Every line of the material below in which "named" shows up is to be located and copied.

|---|

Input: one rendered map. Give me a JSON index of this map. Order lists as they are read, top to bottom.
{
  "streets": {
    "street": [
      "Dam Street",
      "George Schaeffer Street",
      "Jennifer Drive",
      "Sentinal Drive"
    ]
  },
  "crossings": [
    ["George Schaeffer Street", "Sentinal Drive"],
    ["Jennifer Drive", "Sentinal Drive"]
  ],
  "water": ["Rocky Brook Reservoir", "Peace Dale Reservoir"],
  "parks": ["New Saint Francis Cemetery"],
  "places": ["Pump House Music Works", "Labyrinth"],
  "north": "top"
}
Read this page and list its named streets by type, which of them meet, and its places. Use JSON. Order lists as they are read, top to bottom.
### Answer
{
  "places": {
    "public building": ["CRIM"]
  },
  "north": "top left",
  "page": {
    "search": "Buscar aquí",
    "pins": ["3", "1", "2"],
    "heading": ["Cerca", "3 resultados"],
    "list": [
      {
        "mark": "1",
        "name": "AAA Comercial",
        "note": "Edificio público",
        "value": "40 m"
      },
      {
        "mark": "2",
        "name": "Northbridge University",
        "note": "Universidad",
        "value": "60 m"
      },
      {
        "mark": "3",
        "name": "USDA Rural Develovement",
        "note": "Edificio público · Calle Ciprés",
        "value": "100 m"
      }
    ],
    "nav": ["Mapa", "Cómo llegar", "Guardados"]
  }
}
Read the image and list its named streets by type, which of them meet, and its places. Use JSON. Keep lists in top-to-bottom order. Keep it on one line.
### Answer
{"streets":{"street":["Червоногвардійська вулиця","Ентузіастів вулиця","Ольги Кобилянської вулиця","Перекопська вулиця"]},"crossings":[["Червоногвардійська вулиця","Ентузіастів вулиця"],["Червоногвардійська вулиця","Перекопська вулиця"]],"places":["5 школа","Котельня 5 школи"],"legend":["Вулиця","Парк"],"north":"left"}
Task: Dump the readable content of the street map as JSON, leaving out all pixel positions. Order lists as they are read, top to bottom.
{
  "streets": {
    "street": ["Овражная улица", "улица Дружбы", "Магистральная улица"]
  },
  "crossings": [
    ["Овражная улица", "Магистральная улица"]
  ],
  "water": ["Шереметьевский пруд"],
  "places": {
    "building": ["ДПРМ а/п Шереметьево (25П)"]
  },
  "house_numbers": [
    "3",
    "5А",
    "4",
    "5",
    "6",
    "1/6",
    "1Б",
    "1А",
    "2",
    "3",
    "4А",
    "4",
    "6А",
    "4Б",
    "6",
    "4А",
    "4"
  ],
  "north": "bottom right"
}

|---|

* Your solution
Read this page and list its named streets by type, which of them meet, and its places. Use JSON. Order lists as they are read, top to bottom.
Read the image and list its named streets by type, which of them meet, and its places. Use JSON. Keep lists in top-to-bottom order. Keep it on one line.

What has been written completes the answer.